[Dataset excerpts]
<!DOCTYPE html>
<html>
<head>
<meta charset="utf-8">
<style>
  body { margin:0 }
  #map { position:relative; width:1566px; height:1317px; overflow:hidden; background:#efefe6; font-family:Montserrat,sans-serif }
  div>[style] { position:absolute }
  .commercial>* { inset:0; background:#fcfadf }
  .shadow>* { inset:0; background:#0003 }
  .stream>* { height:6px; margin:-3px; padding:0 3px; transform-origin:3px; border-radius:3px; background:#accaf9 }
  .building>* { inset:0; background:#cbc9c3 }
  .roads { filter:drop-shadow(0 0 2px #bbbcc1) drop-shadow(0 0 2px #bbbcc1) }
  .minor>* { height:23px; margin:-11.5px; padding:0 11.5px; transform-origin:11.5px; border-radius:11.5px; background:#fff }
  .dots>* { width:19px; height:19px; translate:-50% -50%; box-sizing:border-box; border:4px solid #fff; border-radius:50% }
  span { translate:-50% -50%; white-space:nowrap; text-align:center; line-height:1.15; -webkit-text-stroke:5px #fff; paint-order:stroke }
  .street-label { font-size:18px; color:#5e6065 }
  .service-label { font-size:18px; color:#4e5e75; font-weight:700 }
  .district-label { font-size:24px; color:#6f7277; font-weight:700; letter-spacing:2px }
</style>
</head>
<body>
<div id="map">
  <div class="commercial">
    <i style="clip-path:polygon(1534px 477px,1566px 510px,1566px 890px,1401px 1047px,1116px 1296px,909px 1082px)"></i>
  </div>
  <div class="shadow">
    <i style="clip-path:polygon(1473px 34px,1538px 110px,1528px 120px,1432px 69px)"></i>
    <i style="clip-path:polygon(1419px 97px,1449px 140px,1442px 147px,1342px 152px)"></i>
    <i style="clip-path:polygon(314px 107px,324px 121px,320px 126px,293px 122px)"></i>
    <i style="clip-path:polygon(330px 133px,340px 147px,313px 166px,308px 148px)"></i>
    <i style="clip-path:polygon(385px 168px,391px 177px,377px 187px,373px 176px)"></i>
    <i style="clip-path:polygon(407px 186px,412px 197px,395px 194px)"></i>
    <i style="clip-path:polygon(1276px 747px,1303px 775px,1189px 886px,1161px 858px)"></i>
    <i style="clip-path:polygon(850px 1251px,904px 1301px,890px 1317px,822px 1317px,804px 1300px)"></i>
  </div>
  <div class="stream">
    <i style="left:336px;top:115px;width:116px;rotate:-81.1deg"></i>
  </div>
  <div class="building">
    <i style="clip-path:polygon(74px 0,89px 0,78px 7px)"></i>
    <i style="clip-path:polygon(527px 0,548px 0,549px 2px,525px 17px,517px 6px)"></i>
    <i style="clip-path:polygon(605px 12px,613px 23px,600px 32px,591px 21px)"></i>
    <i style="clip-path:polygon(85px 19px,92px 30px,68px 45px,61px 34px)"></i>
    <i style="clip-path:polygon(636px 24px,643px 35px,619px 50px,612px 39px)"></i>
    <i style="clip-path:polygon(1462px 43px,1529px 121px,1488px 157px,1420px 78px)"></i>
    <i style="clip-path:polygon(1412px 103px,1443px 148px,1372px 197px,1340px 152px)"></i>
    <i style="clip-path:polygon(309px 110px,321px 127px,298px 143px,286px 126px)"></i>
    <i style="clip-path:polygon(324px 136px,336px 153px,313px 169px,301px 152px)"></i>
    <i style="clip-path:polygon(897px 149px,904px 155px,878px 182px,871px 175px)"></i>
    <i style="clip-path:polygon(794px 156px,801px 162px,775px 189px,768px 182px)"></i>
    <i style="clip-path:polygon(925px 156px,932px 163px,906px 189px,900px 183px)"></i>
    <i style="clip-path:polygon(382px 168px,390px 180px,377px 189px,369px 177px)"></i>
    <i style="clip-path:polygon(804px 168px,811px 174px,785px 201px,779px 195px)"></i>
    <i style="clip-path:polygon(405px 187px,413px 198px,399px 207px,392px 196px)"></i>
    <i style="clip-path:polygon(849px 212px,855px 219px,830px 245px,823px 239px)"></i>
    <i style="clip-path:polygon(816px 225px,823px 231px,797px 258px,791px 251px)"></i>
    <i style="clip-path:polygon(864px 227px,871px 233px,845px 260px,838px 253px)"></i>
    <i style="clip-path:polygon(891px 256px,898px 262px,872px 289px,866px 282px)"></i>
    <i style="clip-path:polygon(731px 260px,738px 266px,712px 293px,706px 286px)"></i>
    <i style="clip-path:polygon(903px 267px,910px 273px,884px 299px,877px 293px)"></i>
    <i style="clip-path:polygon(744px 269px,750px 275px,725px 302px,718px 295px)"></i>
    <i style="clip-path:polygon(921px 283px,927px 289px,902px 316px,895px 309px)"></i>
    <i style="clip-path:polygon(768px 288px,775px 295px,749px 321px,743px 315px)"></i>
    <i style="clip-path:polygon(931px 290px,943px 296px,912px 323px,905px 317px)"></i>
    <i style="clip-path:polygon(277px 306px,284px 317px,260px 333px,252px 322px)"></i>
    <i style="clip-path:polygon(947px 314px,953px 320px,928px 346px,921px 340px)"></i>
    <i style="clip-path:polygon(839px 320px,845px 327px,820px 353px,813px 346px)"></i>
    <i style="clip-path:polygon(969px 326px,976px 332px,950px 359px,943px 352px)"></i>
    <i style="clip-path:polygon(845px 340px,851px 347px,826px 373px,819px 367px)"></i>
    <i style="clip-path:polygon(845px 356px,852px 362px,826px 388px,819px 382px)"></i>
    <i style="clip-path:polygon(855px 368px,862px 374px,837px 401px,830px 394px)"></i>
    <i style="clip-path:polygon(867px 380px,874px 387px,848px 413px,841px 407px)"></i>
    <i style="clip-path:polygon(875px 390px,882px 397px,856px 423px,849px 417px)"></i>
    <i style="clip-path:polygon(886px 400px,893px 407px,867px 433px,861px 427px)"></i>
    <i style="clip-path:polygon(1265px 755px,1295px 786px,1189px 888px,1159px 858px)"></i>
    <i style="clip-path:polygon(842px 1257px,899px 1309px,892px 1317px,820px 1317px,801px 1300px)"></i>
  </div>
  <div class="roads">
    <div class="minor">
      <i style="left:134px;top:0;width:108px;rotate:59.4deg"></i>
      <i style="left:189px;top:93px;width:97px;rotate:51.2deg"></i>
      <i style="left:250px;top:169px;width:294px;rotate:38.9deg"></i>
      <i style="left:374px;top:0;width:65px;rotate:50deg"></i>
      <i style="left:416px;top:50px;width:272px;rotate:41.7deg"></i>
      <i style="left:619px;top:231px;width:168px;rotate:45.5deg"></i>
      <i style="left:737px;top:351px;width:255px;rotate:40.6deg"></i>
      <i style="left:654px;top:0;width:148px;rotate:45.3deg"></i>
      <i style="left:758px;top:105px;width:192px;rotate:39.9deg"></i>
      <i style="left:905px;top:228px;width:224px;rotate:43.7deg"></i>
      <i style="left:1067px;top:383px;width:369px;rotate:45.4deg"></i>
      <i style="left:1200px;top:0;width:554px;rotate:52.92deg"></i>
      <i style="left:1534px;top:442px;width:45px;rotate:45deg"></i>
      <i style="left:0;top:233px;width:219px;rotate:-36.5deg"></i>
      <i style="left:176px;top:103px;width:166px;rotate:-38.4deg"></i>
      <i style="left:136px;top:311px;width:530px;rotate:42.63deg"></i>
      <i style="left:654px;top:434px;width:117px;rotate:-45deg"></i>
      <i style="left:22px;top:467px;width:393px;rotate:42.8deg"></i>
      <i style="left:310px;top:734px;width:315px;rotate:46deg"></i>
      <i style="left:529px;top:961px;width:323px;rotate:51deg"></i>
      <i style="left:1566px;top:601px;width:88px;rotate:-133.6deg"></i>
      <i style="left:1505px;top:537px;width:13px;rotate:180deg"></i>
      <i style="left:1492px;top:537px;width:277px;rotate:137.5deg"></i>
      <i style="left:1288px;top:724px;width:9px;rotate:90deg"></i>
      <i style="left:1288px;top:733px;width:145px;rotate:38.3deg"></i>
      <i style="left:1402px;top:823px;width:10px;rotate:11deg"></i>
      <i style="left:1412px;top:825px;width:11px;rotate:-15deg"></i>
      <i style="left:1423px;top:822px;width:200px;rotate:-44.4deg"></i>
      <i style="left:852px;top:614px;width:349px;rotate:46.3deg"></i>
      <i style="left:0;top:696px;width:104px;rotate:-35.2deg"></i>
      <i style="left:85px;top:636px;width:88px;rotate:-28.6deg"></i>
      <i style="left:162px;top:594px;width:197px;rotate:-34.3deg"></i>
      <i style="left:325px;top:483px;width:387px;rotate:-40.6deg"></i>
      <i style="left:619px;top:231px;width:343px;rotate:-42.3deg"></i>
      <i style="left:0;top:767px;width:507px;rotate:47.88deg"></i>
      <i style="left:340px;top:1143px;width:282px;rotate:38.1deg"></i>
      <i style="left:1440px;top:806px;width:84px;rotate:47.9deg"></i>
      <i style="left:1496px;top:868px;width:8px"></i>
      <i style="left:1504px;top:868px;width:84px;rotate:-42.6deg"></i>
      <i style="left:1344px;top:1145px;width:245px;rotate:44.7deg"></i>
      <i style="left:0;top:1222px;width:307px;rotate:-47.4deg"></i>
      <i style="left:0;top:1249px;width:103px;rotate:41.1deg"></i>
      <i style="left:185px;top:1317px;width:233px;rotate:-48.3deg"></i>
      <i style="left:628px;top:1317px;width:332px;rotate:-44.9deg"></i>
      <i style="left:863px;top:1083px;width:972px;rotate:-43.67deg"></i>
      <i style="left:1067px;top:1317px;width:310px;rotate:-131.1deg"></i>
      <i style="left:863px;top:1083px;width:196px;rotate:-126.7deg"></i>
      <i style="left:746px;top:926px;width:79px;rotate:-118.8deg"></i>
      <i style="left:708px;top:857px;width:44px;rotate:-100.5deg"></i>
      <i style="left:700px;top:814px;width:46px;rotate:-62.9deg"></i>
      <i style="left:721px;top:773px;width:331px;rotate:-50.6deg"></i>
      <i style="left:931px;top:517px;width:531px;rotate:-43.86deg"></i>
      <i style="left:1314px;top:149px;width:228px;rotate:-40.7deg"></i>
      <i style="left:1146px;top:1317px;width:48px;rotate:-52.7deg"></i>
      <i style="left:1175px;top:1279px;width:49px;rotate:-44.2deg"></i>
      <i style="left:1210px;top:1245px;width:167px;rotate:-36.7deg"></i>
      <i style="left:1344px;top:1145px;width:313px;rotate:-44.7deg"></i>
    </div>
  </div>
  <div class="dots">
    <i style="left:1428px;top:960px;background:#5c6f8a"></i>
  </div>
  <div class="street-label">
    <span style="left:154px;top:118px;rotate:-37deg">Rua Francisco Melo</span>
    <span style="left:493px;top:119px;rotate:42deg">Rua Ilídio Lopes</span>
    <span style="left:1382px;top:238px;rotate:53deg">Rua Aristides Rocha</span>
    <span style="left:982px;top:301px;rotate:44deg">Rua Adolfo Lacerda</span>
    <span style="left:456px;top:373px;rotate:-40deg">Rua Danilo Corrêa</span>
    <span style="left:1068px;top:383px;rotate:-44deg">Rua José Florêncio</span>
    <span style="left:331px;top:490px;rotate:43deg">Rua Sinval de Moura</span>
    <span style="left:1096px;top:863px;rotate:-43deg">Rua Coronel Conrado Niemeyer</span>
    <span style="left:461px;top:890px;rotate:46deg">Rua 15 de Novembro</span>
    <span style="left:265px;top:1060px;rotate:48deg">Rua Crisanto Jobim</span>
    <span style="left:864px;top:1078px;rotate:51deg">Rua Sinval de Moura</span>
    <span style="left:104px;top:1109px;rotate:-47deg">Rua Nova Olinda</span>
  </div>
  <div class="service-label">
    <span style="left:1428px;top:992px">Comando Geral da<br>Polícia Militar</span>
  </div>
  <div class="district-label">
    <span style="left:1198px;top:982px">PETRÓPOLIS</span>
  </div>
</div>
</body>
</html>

◆ REQUIRED ACTION:
The lines needed run from the first line of the data through the line containing "position:relative; width:1566px; height:1317px;"; give them again exactly and nothing else.

◆ OUTPUT:
<!DOCTYPE html>
<html>
<head>
<meta charset="utf-8">
<style>
  body { margin:0 }
  #map { position:relative; width:1566px; height:1317px; overflow:hidden; background:#efefe6; font-family:Montserrat,sans-serif }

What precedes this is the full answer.